About 10 years ago, my husband and I had our only direct experience with Facebook. He decided to open an account so that he could share photos of our cat with his family, our very photogenic cat, and stay in touch with friends. At the same time, he is very concerned about online privacy; so he opened the account in our cat’s name.
Facebook deleted the account because, it said, our cat wasn’t a real person.
We were a little pissed at first. We weren’t doing any harm, just posting cat photos. But we went on with life and found other ways to share cat photos and connect with friends. And we stopped paying attention to Facebook. It just wasn’t important.
Since then, Facebook has changed: it encourages corporations – who are definitely NOT people – to have accounts and use their accounts to advertise to Facebook users. In addition, Facebook allows domestic terrorist groups to have accounts inciting violence and allows bots who promote conspiracy theories to have accounts.
Zuckerberg can claim that it’s gotten too big and Facebook can’t control it. That’s like BP claiming that they couldn’t cap the oil leak in the gulf or manufacturers claiming that they can’t prevent pollution from poisoning our water, air, and land.

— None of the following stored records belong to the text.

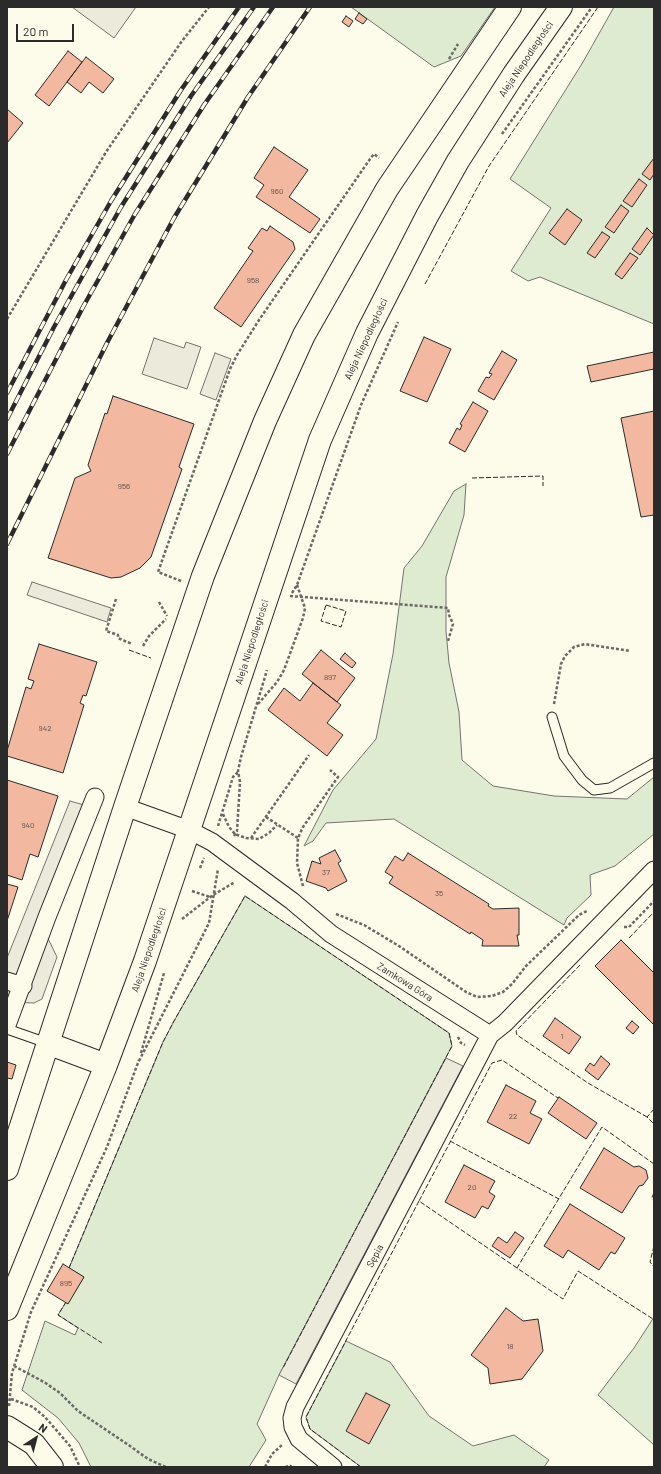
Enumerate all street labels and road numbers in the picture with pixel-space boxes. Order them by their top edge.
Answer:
street label: Aleja Niepodległości [496,19,556,99]
street label: Aleja Niepodległości [342,296,390,382]
street label: Aleja Niepodległości [233,598,271,686]
street label: Aleja Niepodległości [129,906,169,994]
street label: Zamkowa Góra [375,960,435,1004]
street label: Sępia [364,1242,386,1270]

Social media is just as responsible for the poison that is polluting the internet as manufacturers are for contaminated products they produce. When Tylenol’s products were poisoned, did they say, “It’s too big a problem – we couldn’t possibly figure out where all our pills are and recall them”? No. When eColi gets into the lettuce supply, do we let growers say they can’t figure out where, and it’s such a big problem. No.
Facebook and the other social media giants have followed a consistent pattern: create a place for people to meet online, share personal news, connect with family and friends — then monetize the shit out of it. They have stopped being places to gather and bring people together and have started being corporations that are focused on profit only. And, as such, they must be treated as such.
Clean up your act, social media, or the people will demand regulation to clean it up for you.
Your choice.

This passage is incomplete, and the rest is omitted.